DATASET EXTRACT ->
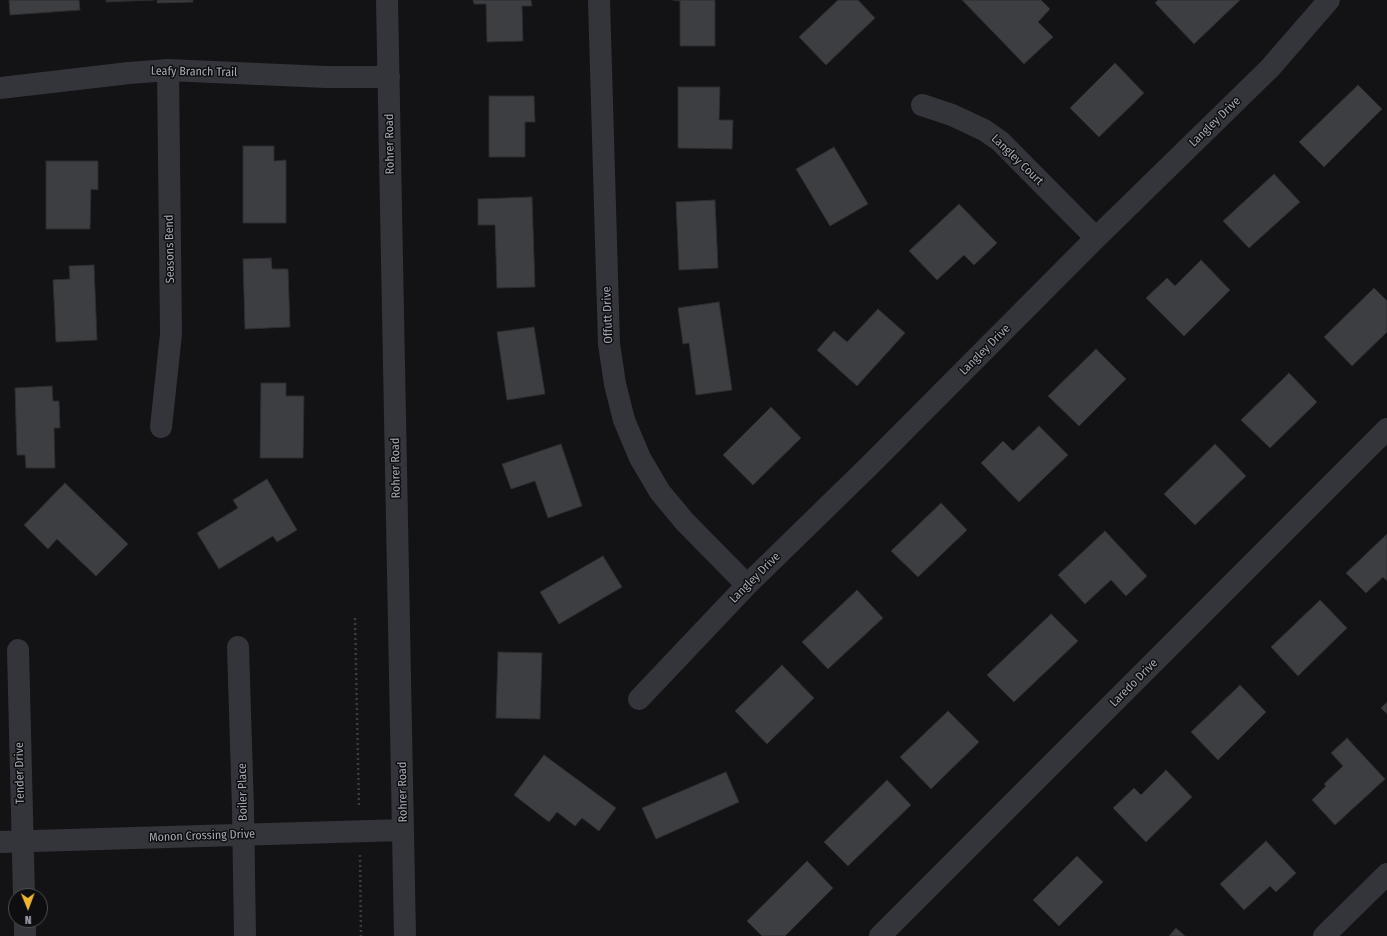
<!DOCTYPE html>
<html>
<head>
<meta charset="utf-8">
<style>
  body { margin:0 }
  #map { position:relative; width:1387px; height:936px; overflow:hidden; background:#131315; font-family:"Fira Sans Condensed",sans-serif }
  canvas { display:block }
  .north { position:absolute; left:8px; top:888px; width:40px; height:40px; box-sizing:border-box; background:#0e0e10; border:1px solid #4a4c52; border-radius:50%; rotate:179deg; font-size:11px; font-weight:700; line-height:16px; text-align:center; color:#a5a9b5 }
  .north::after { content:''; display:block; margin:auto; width:14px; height:18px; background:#f1b42f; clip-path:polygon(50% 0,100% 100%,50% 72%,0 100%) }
</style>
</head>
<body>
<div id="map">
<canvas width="1387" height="936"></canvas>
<div class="north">N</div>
</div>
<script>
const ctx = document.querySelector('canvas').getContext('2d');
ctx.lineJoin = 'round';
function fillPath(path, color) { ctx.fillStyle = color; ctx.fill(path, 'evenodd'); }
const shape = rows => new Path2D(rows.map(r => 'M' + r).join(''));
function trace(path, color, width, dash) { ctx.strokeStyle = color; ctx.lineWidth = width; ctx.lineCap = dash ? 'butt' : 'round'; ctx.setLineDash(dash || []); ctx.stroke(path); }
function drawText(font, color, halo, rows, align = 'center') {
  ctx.font = font + ' "Fira Sans Condensed",sans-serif'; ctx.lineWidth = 3; ctx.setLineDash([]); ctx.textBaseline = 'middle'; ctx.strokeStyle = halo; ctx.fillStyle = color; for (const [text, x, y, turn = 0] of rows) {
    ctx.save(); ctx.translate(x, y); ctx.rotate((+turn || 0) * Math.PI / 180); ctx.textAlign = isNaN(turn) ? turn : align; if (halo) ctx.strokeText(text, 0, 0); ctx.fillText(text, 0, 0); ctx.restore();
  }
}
const building = shape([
  [9,0,79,0,80,10,10,15,9,0],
  [106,0,154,0,106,2,106,0],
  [157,0,193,0,193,2,157,3,157,0],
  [473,0,531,0,532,6,522,6,523,41,487,42,486,4,474,4,473,0],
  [673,0,715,0,715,46,680,46,680,1,673,0],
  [838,0,858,0,875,18,826,65,799,37,838,0],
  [962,0,1041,0,1050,9,1038,22,1053,37,1024,64,962,0],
  [1158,0,1240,0,1194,44,1155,3,1158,0],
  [1115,63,1144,93,1099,137,1070,108,1115,63],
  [1358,85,1382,109,1324,167,1299,142,1358,85],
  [678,87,720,87,719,120,733,120,732,149,678,148,678,87],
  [489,96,534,96,535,122,525,122,525,157,489,157,489,96],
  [243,146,274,146,274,161,286,160,286,223,243,223,243,146],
  [834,147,868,204,830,226,796,169,834,147],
  [46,161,98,161,98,190,91,189,90,229,46,229,46,161],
  [1274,174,1300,202,1249,248,1223,221,1274,174],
  [532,197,535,287,497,288,495,225,478,225,478,199,532,197],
  [715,200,718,268,679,270,676,202,715,200],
  [959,204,997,243,974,265,964,255,937,280,909,251,959,204],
  [271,258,272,269,288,269,290,327,245,329,243,259,271,258],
  [1201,260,1230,290,1184,336,1146,298,1167,278,1175,286,1201,260],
  [94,265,97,340,56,342,53,280,70,279,69,266,94,265],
  [1374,288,1387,301,1387,332,1352,366,1324,337,1374,288],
  [719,302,732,390,696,395,689,343,683,344,678,308,719,302],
  [878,309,905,333,857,386,817,350,834,331,847,342,878,309],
  [534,327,545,394,507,400,497,332,534,327],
  [1096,349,1126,379,1079,426,1048,396,1096,349],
  [1289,373,1317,402,1270,448,1241,420,1289,373],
  [261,383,286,383,286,396,304,396,303,458,260,458,261,383],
  [52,386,53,401,59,401,60,428,54,428,55,468,26,468,25,455,17,455,15,388,52,386],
  [771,407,801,438,753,485,723,455,771,407],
  [1039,426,1068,455,1019,502,981,463,1003,441,1013,451,1039,426],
  [561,444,582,506,548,518,535,481,511,489,502,464,561,444],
  [1215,444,1246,476,1195,525,1164,494,1215,444],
  [267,479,297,530,277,542,273,536,219,569,197,533,238,508,233,500,267,479],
  [65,483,128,544,96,576,57,539,48,549,24,525,65,483],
  [941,503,967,530,918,577,891,551,941,503],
  [1105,531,1147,576,1126,596,1111,580,1085,604,1058,575,1105,531],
  [1387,534,1387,581,1383,577,1366,593,1346,573,1387,534],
  [603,556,622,587,559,624,540,592,603,556],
  [857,590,883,618,828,669,802,642,857,590],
  [1320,600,1347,628,1298,676,1271,647,1320,600],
  [1051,614,1078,641,1014,702,987,675,1051,614],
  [498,652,542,653,540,719,496,718,498,652],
  [782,665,814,698,767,744,735,711,782,665],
  [1240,685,1266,712,1218,760,1191,732,1240,685],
  [1387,702,1387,714,1381,708,1387,702],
  [948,711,979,742,931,789,900,757,948,711],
  [1347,738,1385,779,1335,825,1312,800,1326,786,1324,784,1343,766,1331,753,1347,738],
  [544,755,616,808,599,831,582,818,575,826,557,812,549,822,514,795,544,755],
  [1166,770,1192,797,1146,842,1113,808,1134,788,1141,795,1166,770],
  [726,772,739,802,656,839,642,808,726,772],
  [887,780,911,805,848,866,824,842,887,780],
  [1266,841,1296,873,1276,892,1270,886,1244,910,1220,884,1266,841],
  [1077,856,1103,882,1059,926,1033,900,1077,856],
  [807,861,833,888,785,936,762,936,747,921,807,861],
  [1176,928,1185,936,1169,936,1176,928]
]);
fillPath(building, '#3d3e42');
trace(building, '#2d2d31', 1);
trace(shape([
  [355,618,359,807],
  [360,855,361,936]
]), '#3a3c41', 2.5, [2, 3]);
trace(shape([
  [387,0,405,936],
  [599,0,609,344,615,384,624,420,640,458,660,492,685,522,747,585],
  [0,88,129,73,168,70,326,77,389,77],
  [922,105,952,115,984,130,1000,141,1096,238],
  [161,427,171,334,168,70],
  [238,647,243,809,245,936],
  [18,650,24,896],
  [639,699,747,585,869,466,1096,238,1270,68,1329,0],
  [0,842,403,830],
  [25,920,25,936],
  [880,936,1387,429],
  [1324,936,1387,874]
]), '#34353a', 22);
drawText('12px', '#a5a9b5', '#0e0e10', [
  ["Leafy Branch Trail",194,72,1],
  ["Langley Drive",1215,122,-44],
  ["Rohrer Road",390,144,-91],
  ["Langley Court",1017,160,44],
  ["Seasons Bend",170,249,-91],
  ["Offutt Drive",608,315,-92],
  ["Langley Drive",985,350,-45],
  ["Rohrer Road",396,468,-91],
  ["Langley Drive",755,578,-45],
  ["Laredo Drive",1134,683,-45],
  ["Tender Drive",20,773,-91],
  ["Boiler Place",243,792,-91],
  ["Rohrer Road",403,792,-91],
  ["Monon Crossing Drive",202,836,-2]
]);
</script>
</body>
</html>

TASK DESCRIPTION -> What is the number of lines in the records that contain "strokeStyle"? Give that number only.

REPLY -> 2